That's not obvious at all.

It's just Occam's Razor -- the simplest explanation is probably correct, assuming all the options explain the phenomenon.

Which is more likely?
That you're seeing a character who has gone through the contortions necessary to build an armored archer despite the fact that his key attack ability (dexterity) can't fully apply to his defense when he's wearing that armor?
Or that he's a strength-based sword-and-board meleeist who happens to be shooting an arrow for the purpose of producing a dramatic pose?


----------



## Storm Raven (Jun 3, 2008)

Keenath said:
			
		

> That's not obvious at all.
> 
> It's just Occam's Razor -- the simplest explanation is probably correct, assuming all the options explain the phenomenon.
> 
> ...




Quadruple fail.

The character in question is on the cover of an edition of rules that didn't have any armor-based limitations on how much of his Dexterity bonus he can apply to his defense.


----------



## Wolfwood2 (Jun 3, 2008)

Plane Sailing said:
			
		

> I got to page 5 and there was a whole lot of missing the point about the 5th level daily automatically killing minions. Apologies if this has been mentioned from page 6 onwards...
> 
> The issue is that a 26th level character (who would quite legitimately be fighting 26th level minions) can still use a 5th level daily to automatically wipe out all adjacent minions for the duration of the encounter.
> 
> Is it too good in that context? Is it too good compared to other daily powers available?




No, powers are supposed to scale up to retain some usefulness at all levels.  If a 26th level character is using a daily he first got at 5th level to wipe out 26th level minions, that's legit.  Presumably dailies he first got at higher levels would do better, but the 5th level one shouldn't be useless.


----------



## Voadam (Jun 3, 2008)

almagest said:
			
		

> 4e does answer questions about daily powers.  It's on page 54 of the PHB.

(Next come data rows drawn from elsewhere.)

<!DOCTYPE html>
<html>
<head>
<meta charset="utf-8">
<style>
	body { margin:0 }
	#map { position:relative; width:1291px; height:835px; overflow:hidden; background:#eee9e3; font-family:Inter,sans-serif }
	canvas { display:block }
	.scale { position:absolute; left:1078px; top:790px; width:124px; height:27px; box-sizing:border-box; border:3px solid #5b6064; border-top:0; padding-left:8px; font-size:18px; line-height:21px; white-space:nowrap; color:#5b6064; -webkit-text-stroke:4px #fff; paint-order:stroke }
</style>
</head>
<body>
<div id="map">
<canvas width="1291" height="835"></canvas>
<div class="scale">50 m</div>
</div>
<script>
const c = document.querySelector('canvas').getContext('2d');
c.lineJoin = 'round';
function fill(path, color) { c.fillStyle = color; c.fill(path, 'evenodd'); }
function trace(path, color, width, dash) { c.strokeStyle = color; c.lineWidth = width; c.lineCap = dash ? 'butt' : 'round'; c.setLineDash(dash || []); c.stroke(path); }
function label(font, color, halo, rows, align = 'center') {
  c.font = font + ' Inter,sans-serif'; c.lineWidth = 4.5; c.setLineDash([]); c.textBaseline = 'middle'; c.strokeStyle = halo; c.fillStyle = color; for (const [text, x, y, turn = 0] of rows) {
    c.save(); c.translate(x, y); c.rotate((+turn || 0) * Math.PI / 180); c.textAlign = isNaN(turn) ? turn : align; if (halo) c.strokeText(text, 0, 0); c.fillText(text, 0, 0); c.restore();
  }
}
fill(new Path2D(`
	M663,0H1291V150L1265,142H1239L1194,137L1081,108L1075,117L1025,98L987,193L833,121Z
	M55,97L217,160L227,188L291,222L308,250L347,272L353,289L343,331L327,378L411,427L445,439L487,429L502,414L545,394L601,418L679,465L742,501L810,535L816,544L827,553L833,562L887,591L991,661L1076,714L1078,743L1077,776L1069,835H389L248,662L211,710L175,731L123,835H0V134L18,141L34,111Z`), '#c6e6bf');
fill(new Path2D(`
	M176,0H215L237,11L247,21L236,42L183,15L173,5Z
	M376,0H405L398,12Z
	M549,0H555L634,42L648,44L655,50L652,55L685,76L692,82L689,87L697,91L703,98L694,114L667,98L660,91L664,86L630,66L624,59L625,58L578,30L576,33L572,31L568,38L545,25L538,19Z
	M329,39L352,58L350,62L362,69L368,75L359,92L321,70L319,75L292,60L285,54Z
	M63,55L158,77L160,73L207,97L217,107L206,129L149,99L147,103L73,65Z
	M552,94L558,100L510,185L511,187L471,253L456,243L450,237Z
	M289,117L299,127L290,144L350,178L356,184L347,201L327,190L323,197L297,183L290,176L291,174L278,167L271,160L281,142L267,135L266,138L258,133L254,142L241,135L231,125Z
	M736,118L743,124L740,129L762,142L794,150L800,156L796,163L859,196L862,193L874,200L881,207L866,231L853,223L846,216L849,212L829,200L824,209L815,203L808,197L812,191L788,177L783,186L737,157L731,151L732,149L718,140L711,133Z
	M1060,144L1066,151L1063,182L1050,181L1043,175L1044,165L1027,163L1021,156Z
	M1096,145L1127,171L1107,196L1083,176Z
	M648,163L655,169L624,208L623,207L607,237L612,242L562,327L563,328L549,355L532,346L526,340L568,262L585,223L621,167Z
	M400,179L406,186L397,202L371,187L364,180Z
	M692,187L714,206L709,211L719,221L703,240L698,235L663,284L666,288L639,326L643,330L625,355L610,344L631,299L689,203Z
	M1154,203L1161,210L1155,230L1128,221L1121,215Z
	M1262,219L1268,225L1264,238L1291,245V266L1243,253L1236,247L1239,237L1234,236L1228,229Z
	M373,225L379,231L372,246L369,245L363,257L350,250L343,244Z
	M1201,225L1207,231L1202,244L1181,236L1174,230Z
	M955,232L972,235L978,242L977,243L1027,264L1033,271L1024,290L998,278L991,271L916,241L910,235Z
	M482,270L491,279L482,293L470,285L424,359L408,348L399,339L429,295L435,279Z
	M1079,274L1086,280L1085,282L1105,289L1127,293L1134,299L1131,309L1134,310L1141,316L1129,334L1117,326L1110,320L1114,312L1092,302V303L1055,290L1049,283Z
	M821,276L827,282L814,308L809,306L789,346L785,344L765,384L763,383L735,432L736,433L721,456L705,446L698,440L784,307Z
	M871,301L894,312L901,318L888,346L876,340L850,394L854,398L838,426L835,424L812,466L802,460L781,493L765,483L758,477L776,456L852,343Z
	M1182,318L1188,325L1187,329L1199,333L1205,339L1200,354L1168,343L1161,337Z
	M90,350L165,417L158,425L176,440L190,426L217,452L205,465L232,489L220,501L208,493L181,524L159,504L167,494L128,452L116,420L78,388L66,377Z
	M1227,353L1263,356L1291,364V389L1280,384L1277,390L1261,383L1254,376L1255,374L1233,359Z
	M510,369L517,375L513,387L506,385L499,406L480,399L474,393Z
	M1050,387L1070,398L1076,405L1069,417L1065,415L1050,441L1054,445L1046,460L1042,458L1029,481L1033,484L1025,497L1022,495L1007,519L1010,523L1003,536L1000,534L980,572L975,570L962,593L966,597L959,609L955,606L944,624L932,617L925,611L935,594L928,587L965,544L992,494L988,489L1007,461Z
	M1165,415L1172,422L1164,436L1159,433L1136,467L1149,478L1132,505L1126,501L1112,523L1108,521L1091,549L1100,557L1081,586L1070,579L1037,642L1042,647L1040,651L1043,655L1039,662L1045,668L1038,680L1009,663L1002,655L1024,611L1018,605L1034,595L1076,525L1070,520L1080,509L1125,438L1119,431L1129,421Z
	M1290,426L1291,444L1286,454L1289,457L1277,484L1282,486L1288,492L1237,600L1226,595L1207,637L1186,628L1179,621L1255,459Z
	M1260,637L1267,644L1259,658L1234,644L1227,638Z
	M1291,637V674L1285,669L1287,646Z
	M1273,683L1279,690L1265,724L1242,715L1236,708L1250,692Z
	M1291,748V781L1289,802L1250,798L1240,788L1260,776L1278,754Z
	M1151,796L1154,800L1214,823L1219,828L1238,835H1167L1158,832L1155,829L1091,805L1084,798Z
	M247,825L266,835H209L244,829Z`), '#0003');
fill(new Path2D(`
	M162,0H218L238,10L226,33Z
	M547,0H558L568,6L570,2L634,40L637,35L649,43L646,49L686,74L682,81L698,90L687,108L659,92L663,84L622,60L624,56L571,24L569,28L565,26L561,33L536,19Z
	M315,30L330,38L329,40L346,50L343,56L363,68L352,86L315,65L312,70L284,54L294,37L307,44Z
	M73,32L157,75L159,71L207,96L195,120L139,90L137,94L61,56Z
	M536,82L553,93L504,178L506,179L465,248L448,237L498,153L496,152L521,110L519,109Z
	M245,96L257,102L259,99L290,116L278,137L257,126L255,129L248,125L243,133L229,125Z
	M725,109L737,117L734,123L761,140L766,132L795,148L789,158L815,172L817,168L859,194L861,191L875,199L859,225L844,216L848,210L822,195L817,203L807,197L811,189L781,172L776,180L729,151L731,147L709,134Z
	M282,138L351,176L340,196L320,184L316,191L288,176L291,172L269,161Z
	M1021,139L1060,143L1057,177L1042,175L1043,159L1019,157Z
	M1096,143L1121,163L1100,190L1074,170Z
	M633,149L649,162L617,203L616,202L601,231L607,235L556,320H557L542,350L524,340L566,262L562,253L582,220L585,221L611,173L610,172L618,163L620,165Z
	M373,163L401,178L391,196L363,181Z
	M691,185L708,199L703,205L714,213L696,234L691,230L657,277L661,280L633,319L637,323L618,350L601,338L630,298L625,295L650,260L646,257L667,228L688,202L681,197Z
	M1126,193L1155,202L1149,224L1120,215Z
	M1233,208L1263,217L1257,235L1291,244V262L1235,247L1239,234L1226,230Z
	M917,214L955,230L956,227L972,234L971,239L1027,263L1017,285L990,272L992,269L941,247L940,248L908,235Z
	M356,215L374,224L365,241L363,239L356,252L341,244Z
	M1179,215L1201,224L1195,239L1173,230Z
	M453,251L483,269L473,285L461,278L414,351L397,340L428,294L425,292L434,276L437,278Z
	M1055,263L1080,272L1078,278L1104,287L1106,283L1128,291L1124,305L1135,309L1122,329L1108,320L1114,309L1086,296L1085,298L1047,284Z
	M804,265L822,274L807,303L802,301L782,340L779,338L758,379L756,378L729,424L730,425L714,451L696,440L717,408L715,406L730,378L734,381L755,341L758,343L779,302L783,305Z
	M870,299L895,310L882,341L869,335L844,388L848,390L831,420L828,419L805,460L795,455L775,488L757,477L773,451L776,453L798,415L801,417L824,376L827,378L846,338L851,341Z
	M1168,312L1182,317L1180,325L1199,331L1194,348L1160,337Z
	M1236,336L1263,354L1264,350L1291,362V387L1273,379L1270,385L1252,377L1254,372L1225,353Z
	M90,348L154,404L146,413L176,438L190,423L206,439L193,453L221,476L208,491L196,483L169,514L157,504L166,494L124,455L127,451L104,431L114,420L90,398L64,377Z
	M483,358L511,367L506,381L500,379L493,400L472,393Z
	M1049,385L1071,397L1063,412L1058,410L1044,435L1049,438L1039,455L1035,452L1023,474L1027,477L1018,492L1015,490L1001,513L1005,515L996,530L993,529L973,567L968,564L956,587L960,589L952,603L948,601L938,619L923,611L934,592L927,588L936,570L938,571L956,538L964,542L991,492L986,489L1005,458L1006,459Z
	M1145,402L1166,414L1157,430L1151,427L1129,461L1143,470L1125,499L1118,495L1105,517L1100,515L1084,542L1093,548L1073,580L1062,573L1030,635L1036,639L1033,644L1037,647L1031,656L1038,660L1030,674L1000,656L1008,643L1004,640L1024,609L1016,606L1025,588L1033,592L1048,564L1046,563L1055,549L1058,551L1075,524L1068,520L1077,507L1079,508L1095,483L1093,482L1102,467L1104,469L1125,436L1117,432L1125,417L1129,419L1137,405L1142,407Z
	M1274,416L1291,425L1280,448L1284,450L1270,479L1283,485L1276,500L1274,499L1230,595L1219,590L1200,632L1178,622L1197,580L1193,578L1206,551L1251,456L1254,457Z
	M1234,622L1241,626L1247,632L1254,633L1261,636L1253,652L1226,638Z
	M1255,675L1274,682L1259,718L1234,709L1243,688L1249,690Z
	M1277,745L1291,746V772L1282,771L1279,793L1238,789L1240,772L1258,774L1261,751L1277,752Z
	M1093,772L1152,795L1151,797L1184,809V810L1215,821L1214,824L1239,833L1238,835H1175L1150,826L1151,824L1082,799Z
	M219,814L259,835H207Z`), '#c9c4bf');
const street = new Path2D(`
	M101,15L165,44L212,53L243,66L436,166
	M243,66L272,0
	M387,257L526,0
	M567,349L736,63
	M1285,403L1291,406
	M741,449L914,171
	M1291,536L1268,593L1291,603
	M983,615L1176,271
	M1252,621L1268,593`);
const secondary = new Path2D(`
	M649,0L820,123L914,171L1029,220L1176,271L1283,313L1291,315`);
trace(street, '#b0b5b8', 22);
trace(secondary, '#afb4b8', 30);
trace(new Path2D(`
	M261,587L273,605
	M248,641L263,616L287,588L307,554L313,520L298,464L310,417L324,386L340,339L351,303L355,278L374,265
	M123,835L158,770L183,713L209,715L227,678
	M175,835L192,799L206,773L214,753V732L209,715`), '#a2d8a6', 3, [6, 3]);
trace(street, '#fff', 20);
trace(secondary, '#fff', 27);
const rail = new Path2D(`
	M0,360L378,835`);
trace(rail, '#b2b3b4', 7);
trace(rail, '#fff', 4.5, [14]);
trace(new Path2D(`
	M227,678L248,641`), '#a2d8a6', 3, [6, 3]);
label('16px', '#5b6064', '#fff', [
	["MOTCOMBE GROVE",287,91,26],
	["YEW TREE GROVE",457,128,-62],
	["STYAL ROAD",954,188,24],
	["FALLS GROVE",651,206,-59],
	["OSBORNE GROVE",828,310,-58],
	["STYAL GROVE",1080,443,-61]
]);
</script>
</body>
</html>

For those of us who have not yet gotten the not as of yet released PH could you tell us what it does say about daily martial powers on page 54?

Martial dailies as an in game concept is OK with a ki power type of explanation IMO (fighters as anime jedi could work), but most of the non magical explanations have not been to my taste and I am interested in what the game has to say about them.

Mechanically and story wise I like per encounter abilities much better and the explanations people provide seem to fit much better IMO. Its when the characters are deciding to rest up or press on that this issue makes itself visible to me.


----------



## Voadam (Jun 3, 2008)

Mustrum_Ridcully said:
			
		

> I disagree here. I find it very awkward that a Paladin can say "My god allows me to smite evil only twice a day!" or a Cleric saying "My god grants me only 3 Flame Strikes per day".
> 
> It might be explainable, because "it is magic", but it never felt right to me. Forgetting spells is a very specific concept of magic, and not a typical idea. And why would every god give the same number of spells to equal level Clerics?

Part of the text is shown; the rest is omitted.